> _WORK TO BE COMPLETED_
The entries are to be repeated verbatim, with nothing left out.

##### RECORDS SUPPLIED #####

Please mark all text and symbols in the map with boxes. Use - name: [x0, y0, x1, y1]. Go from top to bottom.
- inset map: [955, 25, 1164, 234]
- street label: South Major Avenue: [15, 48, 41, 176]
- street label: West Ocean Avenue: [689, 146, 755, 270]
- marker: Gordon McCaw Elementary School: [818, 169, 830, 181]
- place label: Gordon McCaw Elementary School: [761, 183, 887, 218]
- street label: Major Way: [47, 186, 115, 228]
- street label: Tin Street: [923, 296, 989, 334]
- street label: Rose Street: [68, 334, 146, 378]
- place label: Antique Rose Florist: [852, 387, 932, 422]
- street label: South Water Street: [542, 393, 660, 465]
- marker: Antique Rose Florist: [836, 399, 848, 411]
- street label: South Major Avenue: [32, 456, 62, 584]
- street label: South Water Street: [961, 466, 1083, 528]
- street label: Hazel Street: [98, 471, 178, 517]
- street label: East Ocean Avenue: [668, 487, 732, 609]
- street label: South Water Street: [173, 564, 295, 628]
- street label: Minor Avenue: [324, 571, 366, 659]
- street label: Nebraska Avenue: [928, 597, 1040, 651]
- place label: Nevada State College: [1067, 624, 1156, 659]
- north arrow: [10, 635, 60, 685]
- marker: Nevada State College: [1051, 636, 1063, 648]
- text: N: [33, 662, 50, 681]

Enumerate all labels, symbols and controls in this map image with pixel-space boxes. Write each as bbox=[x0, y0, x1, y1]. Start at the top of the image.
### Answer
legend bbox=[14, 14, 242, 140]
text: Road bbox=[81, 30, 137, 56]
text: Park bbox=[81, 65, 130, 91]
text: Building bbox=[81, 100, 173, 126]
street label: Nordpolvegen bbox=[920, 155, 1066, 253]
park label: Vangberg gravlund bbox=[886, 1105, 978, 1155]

#####

> _ANSWER_
Please mark all text and symbols in the map with boxes. Use - name: [x0, y0, x1, y1]. Go from top to bottom.
- inset map: [955, 25, 1164, 234]
- street label: South Major Avenue: [15, 48, 41, 176]
- street label: West Ocean Avenue: [689, 146, 755, 270]
- marker: Gordon McCaw Elementary School: [818, 169, 830, 181]
- place label: Gordon McCaw Elementary School: [761, 183, 887, 218]
- street label: Major Way: [47, 186, 115, 228]
- street label: Tin Street: [923, 296, 989, 334]
- street label: Rose Street: [68, 334, 146, 378]
- place label: Antique Rose Florist: [852, 387, 932, 422]
- street label: South Water Street: [542, 393, 660, 465]
- marker: Antique Rose Florist: [836, 399, 848, 411]
- street label: South Major Avenue: [32, 456, 62, 584]
- street label: South Water Street: [961, 466, 1083, 528]
- street label: Hazel Street: [98, 471, 178, 517]
- street label: East Ocean Avenue: [668, 487, 732, 609]
- street label: South Water Street: [173, 564, 295, 628]
- street label: Minor Avenue: [324, 571, 366, 659]
- street label: Nebraska Avenue: [928, 597, 1040, 651]
- place label: Nevada State College: [1067, 624, 1156, 659]
- north arrow: [10, 635, 60, 685]
- marker: Nevada State College: [1051, 636, 1063, 648]
- text: N: [33, 662, 50, 681]

Enumerate all labels, symbols and controls in this map image with pixel-space boxes. Write each as bbox=[x0, y0, x1, y1]. Start at the top of the image.
### Answer
legend bbox=[14, 14, 242, 140]
text: Road bbox=[81, 30, 137, 56]
text: Park bbox=[81, 65, 130, 91]
text: Building bbox=[81, 100, 173, 126]
street label: Nordpolvegen bbox=[920, 155, 1066, 253]
park label: Vangberg gravlund bbox=[886, 1105, 978, 1155]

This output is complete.